The natural “first bite” for a renovation of medicine is the reinvigoration of independent primary care practice based on Judeo-Christian ethics and Hippocratic principles. Primary care must be the beachhead for medicine’s renewal because it takes place where people live and work. Its currency is time and relationship, which foster bonds of trust between doctors and patients. Primary care is where most people turn first when they encounter a medical concern; it is the area of medicine that seeks to make sense of patients’ complaints as they describe them. The trusting bonds of the therapeutic relationship mean that doctors and patients are not interchangeable, as our 15-minute-visit conveyor-belt clinic protocols imply.
For Christian doctors and patients committed to medical care that reflects Christ’s healing mission, I propose the following hallmarks of primary care rooted in Catholic social teaching:
Christian practice must uphold authentic human dignity, from conception to natural death. It must recognize medicine’s duty to preserve and restore flourishing of the human person as designed by God. Failures to affirm life or the binary sexual nature of the human person are nonstarters.

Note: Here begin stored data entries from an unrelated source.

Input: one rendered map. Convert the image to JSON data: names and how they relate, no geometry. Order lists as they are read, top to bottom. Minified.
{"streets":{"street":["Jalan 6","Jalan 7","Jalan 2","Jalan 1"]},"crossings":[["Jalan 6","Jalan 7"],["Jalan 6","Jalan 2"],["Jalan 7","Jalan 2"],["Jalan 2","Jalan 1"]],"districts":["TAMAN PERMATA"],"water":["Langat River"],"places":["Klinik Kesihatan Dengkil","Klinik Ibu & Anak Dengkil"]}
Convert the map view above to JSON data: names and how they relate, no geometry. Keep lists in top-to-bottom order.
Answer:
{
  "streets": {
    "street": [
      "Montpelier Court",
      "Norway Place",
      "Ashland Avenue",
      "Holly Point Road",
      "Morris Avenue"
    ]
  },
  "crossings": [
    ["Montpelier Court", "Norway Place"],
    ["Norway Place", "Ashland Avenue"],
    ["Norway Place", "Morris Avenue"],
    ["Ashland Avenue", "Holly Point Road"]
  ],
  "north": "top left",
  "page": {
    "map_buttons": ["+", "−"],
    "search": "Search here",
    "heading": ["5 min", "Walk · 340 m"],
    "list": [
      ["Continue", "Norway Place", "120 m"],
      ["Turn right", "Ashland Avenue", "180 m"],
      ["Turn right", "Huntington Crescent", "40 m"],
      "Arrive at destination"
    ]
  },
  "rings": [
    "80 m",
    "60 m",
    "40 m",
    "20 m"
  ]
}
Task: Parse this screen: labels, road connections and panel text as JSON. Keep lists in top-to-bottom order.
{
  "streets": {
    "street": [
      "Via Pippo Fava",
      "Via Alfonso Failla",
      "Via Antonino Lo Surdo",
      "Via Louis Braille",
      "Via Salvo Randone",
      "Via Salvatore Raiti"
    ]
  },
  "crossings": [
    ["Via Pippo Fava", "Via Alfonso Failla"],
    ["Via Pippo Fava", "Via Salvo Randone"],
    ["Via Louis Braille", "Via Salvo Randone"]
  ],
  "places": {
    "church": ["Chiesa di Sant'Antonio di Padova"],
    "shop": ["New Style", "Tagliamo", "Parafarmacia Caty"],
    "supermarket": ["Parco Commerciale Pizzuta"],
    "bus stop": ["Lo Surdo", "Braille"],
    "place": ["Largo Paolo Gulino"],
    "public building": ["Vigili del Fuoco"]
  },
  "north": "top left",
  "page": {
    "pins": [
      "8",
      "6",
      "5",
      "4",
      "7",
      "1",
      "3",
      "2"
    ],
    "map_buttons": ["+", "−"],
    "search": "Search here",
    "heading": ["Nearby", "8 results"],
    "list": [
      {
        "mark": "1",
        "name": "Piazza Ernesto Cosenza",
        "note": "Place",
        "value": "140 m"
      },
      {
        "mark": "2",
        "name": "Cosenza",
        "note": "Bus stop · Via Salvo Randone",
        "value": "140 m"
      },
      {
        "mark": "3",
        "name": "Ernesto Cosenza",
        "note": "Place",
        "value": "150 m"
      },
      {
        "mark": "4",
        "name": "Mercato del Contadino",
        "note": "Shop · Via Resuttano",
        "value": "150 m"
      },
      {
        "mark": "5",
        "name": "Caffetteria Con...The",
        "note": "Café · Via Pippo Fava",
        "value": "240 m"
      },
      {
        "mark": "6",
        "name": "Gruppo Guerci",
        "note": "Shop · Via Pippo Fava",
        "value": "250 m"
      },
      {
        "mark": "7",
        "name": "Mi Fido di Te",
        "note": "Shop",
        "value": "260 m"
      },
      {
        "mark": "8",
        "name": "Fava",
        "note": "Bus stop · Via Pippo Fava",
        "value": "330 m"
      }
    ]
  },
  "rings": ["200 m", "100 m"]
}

A Christian medical practice demonstrates a proper understanding of Christian solidarity—open to serving all for the promotion of the common good. This call to solidarity is an individual Christian commitment that cannot be fulfilled by legislation, social safety-net programs, or nongovernmental organizations.
The call to Subsidiarity compels Christians to create local responses to local problems. It states that higher orders of societal organization should not interfere in lower orders’ competent exercise of agency in addressing societal concerns. Top-down, one-size-fits-all health-care policies undermine Christian subsidiarity on the regular.
Good stewardship means we are called to use God’s abundant gifts judiciously in promotion of the common good. Primary care practices should remain as independent as possible of external forces that can hold sway over the way they carry out their healing vocation. In this way, they fulfill their purpose by rejecting wastefulness and coercion.
The steps to restore our corroded medical culture—the way to “eat the elephant”—begin with the establishment of independent primary care practices rooted in Catholic social teaching. Taking a cue from changes in education, Christian communities need medical care rooted in human dignity, solidarity, subsidiarity, and stewardship to be leaven in the world. In my book Benedict Medicine: A Catholic Response to Rescuing the Profession’s Healing Mission, I outline how clinicians and patients can employ these principles so that independent Catholic physicians and the patients they serve can be models of true healing—shining a light in the darkness of our present health-care malaise.